DATASET
* * * * *

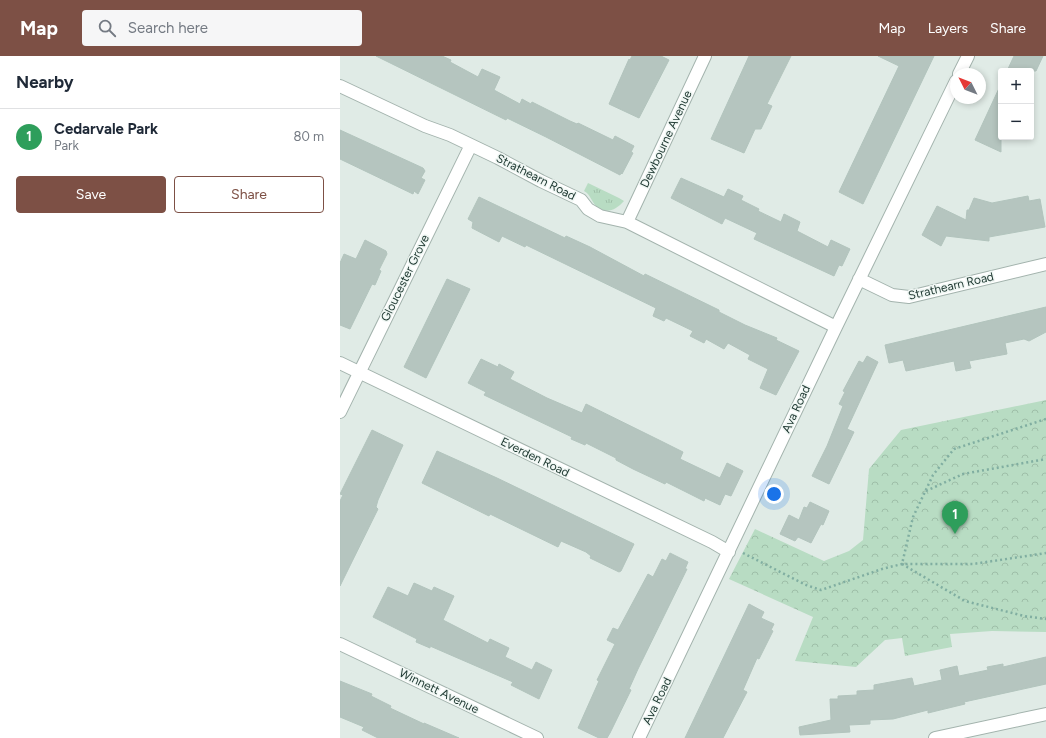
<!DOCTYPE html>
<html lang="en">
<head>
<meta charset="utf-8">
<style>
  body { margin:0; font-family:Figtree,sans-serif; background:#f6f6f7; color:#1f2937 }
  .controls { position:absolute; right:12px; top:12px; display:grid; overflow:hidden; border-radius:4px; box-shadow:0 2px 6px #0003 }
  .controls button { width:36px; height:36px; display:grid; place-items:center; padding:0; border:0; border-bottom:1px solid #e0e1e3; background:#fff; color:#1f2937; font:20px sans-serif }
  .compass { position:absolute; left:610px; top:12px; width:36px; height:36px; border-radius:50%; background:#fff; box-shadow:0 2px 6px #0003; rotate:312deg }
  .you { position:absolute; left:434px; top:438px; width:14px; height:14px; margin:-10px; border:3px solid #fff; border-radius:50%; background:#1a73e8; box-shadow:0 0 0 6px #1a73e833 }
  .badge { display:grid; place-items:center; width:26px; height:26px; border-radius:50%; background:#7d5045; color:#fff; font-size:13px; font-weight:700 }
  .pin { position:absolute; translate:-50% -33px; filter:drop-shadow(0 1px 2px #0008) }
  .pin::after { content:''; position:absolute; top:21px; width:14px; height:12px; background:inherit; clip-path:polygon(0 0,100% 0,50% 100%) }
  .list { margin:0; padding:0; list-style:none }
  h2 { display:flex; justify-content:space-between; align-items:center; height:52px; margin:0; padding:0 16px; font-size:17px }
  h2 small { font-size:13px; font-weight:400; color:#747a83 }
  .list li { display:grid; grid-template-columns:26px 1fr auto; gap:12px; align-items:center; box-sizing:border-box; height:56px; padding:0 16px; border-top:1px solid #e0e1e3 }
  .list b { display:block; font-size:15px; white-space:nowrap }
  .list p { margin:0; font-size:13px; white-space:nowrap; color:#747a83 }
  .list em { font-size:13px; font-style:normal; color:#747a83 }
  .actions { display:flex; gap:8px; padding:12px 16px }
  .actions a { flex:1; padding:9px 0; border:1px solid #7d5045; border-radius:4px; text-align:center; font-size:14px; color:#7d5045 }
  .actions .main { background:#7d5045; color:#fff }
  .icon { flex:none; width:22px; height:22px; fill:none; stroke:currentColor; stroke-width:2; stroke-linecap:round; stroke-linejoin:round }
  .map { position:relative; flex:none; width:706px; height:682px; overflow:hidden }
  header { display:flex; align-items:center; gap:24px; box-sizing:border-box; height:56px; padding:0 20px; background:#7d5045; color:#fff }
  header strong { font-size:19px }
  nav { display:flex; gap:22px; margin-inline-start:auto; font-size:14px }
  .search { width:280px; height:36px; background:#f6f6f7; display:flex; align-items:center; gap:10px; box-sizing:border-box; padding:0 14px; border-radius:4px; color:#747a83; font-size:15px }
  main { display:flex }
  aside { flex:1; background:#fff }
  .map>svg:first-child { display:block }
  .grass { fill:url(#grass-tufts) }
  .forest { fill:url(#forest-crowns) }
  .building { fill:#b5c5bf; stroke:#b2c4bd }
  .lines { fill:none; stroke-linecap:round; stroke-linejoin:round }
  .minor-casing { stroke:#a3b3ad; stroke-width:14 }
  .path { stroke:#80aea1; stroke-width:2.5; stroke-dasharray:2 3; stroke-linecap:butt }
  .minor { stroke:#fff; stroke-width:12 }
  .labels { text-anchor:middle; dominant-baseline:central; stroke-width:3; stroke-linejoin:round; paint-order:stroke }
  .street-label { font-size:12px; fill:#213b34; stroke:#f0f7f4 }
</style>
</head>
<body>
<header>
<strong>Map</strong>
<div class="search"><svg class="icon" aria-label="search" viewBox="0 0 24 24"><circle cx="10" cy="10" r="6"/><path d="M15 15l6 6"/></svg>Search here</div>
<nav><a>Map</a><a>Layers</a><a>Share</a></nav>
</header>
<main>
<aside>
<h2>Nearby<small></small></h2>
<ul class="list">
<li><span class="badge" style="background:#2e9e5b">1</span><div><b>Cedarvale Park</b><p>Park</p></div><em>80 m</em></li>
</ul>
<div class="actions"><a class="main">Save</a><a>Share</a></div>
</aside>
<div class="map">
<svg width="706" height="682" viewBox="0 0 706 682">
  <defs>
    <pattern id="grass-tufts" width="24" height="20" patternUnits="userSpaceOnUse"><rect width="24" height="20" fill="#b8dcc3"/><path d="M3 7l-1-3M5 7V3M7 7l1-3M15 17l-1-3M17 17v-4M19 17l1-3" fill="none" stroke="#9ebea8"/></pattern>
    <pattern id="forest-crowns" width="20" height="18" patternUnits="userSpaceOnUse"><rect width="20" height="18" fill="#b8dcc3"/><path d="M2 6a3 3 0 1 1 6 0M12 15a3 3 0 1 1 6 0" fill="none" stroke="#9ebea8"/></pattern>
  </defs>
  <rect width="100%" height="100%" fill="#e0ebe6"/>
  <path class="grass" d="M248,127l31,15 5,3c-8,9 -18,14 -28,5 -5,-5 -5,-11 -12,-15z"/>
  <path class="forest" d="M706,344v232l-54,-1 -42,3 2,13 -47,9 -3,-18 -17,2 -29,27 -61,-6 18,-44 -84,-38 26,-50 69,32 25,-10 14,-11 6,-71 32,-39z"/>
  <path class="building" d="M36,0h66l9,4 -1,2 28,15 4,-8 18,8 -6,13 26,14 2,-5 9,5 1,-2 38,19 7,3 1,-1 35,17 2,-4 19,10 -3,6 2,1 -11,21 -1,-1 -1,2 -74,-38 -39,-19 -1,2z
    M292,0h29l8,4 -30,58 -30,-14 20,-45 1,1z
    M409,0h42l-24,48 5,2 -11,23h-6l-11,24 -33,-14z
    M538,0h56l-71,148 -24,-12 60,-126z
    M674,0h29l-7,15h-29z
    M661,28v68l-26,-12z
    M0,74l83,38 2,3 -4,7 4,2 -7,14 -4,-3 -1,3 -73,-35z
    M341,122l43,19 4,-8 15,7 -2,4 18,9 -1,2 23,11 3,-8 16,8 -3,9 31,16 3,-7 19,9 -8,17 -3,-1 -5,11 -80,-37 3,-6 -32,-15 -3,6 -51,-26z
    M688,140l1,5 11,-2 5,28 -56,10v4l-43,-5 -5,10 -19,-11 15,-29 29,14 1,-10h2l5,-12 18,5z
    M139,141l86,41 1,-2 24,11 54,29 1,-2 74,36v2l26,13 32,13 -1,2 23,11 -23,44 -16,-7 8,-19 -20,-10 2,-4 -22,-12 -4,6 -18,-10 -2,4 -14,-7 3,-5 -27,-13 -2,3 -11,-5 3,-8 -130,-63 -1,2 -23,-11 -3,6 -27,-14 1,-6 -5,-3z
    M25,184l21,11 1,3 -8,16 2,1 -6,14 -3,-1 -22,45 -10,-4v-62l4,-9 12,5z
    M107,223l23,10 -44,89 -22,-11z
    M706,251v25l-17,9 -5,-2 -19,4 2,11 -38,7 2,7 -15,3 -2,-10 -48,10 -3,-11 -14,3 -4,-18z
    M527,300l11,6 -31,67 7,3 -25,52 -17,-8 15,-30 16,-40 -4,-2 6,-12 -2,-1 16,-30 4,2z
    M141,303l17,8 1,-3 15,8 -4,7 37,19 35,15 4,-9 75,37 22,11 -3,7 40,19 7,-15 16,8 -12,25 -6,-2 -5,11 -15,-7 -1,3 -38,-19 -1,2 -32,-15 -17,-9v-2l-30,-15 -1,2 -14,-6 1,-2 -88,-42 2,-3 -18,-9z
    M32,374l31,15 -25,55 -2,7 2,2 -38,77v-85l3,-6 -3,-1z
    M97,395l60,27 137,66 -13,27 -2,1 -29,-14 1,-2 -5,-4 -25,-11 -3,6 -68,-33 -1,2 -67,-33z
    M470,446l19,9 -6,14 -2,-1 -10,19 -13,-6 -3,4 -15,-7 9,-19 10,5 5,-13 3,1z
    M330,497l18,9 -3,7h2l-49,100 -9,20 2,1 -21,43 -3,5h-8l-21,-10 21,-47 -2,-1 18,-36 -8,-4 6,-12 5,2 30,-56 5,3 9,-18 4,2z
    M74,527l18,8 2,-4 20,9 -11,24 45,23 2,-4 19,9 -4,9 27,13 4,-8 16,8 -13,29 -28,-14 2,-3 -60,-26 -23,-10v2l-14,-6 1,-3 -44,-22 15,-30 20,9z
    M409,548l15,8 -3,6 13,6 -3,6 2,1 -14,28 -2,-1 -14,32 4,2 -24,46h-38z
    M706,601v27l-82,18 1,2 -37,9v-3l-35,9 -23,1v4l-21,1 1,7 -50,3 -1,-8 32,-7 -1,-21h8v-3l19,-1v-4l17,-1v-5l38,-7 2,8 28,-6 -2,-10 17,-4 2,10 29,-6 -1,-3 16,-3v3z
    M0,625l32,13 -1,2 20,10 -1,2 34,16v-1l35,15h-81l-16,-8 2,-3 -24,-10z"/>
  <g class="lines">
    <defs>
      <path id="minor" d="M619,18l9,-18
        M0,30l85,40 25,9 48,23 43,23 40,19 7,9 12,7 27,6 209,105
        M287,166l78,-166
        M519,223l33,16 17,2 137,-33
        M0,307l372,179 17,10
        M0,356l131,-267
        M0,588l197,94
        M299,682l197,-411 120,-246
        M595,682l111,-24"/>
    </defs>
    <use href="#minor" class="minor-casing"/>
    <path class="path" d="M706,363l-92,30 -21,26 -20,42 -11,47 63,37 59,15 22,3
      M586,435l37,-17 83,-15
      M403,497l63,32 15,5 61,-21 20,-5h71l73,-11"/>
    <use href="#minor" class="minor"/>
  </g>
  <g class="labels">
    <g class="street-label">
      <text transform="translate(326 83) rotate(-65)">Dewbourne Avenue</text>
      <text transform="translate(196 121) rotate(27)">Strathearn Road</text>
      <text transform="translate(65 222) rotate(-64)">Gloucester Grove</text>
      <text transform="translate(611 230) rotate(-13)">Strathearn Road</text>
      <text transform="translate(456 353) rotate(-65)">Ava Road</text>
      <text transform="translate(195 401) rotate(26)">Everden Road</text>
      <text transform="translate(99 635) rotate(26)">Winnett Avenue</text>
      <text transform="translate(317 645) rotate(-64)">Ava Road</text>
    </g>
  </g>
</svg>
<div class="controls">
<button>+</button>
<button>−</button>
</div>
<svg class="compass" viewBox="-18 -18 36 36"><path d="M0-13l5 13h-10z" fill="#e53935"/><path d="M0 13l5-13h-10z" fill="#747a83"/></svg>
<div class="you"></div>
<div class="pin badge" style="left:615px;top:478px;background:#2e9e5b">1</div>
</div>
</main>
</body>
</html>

* * * * *

DESCRIPTION OF THE TASK
Within the material above, report how many lines carry the word "strong", and nothing else.

EXERCISE RESULT
2